(Beginning of Supplied data)

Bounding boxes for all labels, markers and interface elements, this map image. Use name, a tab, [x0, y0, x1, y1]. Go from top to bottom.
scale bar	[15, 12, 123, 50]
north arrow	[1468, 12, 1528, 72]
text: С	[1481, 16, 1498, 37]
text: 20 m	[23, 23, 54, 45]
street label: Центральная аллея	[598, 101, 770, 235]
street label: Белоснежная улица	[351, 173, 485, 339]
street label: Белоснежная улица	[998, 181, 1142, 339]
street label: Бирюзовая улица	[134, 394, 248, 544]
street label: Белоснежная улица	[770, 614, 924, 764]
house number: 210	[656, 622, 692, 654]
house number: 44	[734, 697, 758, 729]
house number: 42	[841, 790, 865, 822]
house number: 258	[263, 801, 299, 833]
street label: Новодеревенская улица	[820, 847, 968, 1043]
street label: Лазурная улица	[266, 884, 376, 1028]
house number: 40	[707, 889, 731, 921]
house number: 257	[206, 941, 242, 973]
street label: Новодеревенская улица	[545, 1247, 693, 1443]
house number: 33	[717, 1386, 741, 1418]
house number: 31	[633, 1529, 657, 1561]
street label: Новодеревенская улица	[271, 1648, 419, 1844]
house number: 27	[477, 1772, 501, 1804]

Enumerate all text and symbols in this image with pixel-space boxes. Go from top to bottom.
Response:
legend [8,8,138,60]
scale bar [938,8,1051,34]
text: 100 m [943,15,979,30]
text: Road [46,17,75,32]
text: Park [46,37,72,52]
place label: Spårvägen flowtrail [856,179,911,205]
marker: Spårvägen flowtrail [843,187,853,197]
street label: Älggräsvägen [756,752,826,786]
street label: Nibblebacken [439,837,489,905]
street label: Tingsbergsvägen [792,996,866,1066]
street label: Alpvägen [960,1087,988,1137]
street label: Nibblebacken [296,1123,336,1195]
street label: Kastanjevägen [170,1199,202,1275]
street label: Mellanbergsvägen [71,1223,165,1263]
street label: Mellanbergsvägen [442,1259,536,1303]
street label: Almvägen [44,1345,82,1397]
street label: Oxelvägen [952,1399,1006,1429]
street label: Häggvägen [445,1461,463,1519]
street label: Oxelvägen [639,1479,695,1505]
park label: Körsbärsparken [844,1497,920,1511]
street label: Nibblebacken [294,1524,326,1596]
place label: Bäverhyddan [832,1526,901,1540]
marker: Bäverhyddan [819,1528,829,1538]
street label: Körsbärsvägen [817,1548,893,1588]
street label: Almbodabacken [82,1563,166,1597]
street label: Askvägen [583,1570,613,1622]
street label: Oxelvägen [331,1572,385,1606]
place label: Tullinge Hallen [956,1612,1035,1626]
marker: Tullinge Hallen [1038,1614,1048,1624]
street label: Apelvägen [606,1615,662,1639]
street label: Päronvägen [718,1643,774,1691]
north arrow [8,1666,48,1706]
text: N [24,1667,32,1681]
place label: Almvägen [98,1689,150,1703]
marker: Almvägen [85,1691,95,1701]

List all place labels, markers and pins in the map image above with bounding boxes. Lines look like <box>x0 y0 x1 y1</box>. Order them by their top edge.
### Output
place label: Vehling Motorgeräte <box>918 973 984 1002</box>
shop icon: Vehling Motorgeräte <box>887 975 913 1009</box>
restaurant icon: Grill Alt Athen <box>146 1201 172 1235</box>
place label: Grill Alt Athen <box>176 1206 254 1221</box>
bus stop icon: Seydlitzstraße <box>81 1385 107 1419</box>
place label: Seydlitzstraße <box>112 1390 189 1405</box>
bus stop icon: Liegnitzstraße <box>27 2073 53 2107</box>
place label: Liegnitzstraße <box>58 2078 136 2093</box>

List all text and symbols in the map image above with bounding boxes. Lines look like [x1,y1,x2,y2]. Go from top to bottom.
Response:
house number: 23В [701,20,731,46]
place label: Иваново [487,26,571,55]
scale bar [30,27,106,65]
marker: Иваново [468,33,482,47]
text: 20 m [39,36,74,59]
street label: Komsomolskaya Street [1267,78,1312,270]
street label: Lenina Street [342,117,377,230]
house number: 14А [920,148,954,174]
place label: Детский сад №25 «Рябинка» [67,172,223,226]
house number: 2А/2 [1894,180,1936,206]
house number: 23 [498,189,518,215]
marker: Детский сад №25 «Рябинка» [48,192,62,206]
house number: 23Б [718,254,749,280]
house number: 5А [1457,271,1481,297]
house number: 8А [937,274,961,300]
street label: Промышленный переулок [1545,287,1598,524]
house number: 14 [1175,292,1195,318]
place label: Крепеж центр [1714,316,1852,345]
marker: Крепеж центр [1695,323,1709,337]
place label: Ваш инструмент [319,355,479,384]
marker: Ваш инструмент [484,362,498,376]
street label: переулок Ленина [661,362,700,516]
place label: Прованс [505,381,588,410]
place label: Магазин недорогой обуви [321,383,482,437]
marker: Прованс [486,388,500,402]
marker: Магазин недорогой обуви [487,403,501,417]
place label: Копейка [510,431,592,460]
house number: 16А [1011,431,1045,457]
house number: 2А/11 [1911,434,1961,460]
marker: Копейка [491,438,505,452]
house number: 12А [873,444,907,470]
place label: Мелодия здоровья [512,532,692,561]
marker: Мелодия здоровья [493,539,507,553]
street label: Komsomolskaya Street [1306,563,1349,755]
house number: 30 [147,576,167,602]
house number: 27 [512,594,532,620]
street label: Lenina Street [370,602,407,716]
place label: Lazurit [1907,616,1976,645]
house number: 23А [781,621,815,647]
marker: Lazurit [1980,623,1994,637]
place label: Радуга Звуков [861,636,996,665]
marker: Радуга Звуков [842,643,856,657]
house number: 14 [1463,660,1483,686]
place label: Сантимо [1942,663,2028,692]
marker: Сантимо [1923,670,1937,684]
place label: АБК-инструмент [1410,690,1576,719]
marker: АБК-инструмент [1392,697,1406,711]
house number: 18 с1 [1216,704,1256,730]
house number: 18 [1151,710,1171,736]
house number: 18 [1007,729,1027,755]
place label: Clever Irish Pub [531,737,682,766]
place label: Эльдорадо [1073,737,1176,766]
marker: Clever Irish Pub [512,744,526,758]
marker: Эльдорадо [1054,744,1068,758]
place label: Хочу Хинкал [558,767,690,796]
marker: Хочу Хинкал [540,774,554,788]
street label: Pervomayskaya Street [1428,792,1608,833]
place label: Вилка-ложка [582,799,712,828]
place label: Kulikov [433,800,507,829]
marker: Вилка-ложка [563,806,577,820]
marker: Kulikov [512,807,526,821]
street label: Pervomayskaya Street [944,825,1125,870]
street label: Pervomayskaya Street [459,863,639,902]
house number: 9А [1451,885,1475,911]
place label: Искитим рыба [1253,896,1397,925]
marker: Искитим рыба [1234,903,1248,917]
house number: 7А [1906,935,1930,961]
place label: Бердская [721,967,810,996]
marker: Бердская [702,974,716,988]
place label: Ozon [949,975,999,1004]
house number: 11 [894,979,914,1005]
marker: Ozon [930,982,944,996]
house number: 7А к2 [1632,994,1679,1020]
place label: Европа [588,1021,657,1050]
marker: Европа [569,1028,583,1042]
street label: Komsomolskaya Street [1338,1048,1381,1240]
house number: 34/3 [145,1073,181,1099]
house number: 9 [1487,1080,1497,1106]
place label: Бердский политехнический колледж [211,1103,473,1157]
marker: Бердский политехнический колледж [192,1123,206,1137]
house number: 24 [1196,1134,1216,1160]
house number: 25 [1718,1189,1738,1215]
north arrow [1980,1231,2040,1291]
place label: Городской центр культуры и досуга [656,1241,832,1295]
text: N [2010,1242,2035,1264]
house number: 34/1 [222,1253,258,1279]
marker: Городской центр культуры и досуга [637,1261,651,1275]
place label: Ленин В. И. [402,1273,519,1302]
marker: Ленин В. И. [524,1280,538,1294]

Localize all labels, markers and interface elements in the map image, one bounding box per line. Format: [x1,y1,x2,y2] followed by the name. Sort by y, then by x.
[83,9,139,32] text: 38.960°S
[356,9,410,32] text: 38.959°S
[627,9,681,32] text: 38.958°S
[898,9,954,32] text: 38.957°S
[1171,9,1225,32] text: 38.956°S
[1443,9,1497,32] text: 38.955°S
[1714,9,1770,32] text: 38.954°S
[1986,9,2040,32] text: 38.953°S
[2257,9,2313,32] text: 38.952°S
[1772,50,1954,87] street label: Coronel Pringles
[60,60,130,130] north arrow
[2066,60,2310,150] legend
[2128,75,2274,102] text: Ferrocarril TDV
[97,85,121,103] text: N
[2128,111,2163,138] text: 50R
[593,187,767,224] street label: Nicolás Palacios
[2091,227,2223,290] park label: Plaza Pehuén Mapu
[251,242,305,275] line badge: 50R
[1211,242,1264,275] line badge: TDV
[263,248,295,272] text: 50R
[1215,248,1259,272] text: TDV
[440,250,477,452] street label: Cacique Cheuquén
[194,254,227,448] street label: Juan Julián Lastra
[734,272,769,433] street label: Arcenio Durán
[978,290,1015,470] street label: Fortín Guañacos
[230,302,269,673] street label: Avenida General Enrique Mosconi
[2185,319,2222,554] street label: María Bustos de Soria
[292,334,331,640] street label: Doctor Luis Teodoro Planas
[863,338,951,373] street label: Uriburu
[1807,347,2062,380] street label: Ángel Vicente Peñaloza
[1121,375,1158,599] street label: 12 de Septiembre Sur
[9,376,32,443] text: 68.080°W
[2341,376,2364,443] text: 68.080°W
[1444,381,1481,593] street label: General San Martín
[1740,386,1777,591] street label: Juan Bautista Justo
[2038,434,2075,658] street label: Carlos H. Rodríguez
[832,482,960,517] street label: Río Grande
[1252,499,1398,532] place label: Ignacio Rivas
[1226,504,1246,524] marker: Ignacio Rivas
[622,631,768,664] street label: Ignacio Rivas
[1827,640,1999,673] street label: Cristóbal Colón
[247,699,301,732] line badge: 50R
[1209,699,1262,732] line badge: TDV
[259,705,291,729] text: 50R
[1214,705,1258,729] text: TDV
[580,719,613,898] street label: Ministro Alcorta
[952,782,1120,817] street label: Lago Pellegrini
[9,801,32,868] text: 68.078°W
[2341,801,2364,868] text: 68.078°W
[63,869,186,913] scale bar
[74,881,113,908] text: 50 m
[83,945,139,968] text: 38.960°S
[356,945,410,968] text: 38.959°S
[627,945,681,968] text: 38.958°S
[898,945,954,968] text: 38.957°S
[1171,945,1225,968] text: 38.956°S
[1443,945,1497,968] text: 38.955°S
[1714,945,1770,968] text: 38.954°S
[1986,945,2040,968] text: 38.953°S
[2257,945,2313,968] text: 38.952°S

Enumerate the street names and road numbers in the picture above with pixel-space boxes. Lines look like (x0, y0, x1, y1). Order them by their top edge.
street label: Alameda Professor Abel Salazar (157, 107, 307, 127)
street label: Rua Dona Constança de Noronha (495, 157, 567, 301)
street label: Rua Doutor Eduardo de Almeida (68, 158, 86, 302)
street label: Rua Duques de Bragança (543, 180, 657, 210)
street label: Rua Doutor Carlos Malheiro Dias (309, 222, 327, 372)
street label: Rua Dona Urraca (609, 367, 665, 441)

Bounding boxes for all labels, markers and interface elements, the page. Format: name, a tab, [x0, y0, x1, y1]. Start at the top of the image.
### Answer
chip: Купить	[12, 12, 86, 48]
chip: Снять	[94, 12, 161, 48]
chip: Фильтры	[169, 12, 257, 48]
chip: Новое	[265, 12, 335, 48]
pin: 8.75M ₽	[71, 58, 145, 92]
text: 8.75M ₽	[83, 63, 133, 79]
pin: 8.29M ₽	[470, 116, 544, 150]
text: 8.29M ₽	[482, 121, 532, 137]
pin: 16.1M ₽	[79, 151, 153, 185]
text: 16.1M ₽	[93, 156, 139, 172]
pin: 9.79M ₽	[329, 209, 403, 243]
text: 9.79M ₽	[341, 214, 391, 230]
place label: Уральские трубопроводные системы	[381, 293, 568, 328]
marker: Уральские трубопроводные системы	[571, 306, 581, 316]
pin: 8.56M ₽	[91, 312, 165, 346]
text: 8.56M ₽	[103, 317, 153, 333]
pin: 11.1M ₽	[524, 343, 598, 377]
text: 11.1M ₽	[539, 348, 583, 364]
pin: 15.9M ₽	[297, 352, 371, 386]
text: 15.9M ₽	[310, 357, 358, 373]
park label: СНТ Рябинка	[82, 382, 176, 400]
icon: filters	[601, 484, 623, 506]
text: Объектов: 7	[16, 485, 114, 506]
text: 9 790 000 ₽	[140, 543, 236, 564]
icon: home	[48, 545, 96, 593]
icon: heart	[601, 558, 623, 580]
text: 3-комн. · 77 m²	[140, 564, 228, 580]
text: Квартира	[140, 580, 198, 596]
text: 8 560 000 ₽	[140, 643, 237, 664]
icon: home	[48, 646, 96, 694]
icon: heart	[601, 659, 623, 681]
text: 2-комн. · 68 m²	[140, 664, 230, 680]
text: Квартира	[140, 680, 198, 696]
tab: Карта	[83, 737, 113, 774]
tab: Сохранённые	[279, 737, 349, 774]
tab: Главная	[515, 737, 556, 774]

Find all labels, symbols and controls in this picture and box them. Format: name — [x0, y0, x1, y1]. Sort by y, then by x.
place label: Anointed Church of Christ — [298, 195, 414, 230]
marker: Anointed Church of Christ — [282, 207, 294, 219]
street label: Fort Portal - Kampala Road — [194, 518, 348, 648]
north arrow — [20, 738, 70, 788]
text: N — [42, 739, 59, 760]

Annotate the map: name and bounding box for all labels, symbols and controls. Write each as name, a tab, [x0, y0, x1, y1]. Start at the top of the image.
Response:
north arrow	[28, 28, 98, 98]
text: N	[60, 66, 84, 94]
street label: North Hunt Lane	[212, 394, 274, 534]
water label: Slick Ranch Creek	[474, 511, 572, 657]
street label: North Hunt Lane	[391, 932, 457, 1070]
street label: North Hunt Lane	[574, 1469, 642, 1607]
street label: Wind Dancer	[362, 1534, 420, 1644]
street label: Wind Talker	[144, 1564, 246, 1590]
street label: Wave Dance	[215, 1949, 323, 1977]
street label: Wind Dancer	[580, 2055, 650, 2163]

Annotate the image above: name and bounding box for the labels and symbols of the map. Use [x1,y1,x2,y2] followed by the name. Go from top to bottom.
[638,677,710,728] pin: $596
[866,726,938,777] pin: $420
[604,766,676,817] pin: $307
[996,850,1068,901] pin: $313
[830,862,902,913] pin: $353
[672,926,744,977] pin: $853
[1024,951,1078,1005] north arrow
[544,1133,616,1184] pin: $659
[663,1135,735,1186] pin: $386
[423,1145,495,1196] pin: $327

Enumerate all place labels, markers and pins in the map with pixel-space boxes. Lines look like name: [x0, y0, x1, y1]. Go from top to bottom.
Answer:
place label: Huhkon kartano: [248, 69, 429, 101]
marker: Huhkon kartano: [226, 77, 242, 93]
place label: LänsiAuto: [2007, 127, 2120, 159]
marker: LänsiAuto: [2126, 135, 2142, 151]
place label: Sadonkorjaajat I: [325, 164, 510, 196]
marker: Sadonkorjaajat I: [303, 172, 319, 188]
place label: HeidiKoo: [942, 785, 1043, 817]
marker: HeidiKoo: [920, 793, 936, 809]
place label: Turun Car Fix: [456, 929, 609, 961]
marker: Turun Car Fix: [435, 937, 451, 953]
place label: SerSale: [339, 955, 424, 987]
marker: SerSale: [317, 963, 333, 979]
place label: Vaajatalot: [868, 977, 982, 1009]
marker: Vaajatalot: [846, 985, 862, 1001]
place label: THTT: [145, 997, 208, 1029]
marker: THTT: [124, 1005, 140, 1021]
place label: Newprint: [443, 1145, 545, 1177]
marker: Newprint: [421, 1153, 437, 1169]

(End of Supplied data)

- _Required work_:
Search the records for lines holding the word "pins", then copy each line you find.

- _Final answer_:
List all place labels, markers and pins in the map image above with bounding boxes. Lines look like <box>x0 y0 x1 y1</box>. Order them by their top edge.
Enumerate all place labels, markers and pins in the map with pixel-space boxes. Lines look like name: [x0, y0, x1, y1]. Go from top to bottom.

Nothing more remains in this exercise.